The Clinical Antipsychotic Trials of Intervention Effectiveness (CATIE) was an important study in mental health, focusing on the treatment of schizophrenia. This large-scale, nationwide clinical trial aimed to provide comprehensive data on antipsychotic medications. It represented an effort to understand the real-world effectiveness of treatments for a complex mental health condition.
Understanding the CATIE Trial
The CATIE trial emerged from a need for comparative effectiveness research concerning antipsychotic medications. Before this study, much of the available information on newer antipsychotics came from trials primarily sponsored by drug manufacturers.
The trial’s main goal was to compare the effectiveness and side effects of different antipsychotic drugs used for schizophrenia. The National Institute of Mental Health (NIMH) provided funding for this extensive public health-focused clinical trial.
Trial Design and Medications Studied
The CATIE trial employed a multi-phase, randomized, controlled, and double-blind design across 57 clinical sites in the United States. This rigorous methodology helped ensure objective results by preventing both patients and researchers from knowing which medication was being administered. The study enrolled 1,460 patients, aged 18 to 65, who had a diagnosis of schizophrenia and were able to take oral antipsychotic medication.
In its first phase, participants were randomly assigned to one of five treatment groups. These included four newer, second-generation antipsychotics: olanzapine, quetiapine, risperidone, and ziprasidone. The trial also included an older, first-generation antipsychotic, perphenazine. Patients with tardive dyskinesia, a movement disorder, were excluded from receiving perphenazine in phase 1A.
The study defined “effectiveness” broadly, encompassing not only a reduction in symptoms but also patient tolerability and continuation in treatment. Patients were followed for up to 18 months, or until they discontinued treatment for any reason.
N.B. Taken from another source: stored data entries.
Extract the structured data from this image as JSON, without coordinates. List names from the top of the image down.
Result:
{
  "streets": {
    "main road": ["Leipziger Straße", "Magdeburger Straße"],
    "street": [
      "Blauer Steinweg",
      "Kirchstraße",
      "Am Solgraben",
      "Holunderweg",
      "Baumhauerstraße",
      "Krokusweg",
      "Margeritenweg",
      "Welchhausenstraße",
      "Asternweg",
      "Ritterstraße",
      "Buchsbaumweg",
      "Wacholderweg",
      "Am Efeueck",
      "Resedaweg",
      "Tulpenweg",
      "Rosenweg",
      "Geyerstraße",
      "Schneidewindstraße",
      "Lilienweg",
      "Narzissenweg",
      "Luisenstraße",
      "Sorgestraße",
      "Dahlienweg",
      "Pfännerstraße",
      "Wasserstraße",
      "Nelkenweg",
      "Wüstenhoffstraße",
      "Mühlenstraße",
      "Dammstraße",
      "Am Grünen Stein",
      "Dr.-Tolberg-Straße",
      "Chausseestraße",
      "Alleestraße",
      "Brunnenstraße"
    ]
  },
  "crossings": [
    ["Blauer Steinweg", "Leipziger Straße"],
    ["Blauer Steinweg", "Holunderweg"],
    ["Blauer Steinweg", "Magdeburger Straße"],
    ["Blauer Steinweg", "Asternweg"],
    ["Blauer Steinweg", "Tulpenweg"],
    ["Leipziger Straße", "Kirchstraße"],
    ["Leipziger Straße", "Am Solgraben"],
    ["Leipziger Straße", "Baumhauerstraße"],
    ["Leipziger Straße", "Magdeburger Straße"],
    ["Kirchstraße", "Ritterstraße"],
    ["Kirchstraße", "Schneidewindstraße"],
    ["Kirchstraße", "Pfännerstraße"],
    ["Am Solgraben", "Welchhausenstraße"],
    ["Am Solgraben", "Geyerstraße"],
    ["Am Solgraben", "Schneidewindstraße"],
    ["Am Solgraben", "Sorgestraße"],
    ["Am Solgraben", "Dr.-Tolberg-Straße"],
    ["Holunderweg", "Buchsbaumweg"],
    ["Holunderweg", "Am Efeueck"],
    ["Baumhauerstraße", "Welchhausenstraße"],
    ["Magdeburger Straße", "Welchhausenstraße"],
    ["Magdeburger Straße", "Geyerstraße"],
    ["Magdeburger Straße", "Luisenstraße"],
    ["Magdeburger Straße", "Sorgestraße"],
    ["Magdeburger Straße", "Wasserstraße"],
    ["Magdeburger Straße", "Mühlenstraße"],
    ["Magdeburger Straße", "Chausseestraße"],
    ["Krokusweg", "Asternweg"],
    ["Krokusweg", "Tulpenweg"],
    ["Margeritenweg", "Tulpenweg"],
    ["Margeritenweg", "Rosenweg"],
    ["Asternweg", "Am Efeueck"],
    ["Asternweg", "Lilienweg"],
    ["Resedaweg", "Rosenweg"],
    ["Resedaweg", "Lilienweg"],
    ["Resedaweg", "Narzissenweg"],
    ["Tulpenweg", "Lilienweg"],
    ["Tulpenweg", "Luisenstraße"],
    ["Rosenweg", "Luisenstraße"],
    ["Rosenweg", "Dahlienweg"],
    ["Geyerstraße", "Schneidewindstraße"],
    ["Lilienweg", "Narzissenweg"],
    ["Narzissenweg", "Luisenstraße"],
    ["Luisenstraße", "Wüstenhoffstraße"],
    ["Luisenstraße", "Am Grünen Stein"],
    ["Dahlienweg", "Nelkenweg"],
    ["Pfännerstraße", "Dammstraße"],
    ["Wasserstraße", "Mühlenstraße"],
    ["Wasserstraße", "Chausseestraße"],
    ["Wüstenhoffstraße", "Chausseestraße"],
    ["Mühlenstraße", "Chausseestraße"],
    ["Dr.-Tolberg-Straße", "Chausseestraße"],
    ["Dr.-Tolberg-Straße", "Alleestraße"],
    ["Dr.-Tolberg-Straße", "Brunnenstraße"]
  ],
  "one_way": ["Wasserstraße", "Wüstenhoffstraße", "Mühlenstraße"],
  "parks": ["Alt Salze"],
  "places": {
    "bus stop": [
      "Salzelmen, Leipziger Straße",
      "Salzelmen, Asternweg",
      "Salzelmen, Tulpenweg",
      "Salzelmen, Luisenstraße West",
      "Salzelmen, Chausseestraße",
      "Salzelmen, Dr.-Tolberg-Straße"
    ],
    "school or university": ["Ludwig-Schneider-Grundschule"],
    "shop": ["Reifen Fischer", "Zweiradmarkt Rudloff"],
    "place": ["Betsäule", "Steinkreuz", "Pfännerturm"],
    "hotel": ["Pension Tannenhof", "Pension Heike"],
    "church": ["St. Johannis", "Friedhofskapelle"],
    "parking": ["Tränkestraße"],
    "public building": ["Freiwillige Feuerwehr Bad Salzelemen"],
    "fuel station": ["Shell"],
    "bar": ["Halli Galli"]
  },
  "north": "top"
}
This long follow-up period aimed to capture real-world outcomes, including reasons for stopping medication such as lack of effectiveness or intolerable side effects.
Key Findings and Clinical Implications
The CATIE trial yielded several findings, challenging some prevailing assumptions about antipsychotic medications. For many patients, there was no significant difference in overall effectiveness among most of the second-generation antipsychotics and the first-generation antipsychotic perphenazine in Phase 1. Olanzapine, however, showed a longer time to treatment discontinuation compared to quetiapine and risperidone, with similar trends against perphenazine and ziprasidone, though these latter comparisons did not meet strict statistical significance after adjustment.
While overall effectiveness was similar for many drugs, distinct differences emerged in side effect profiles. Olanzapine, despite its longer time to discontinuation, was associated with significant metabolic concerns, including weight gain, hyperlipidemia, and hyperglycemia. Conversely, ziprasidone was linked to weight loss and improvements in lipid and blood glucose levels. Perphenazine, a first-generation drug, exhibited comparable overall effectiveness to quetiapine, risperidone, and ziprasidone, and was found to be the most cost-effective option.
A high rate of “all-cause discontinuation” was found, with approximately 74% of patients stopping their assigned medication before completing 18 months, and a median discontinuation time of about six months. This measure combined both efficacy and tolerability into a single indicator of overall effectiveness, reflecting real-world patient and clinician decisions to switch medications. Discontinuation due to intolerability was relatively rare, occurring in about 7% of cases overall.
The trial’s findings have had a lasting impact on clinical practice, emphasizing the importance of individualized treatment. Clinicians now consider not only the effectiveness of a drug in managing symptoms but also its specific side effect profile and patient preferences. For instance, clozapine was confirmed as the most effective option for individuals whose symptoms did not respond to other antipsychotic trials, despite its troublesome adverse effects. The results underscore that a “one-size-fits-all” approach to schizophrenia treatment is not appropriate, highlighting that patient characteristics and clinical circumstances play a role in drug effectiveness.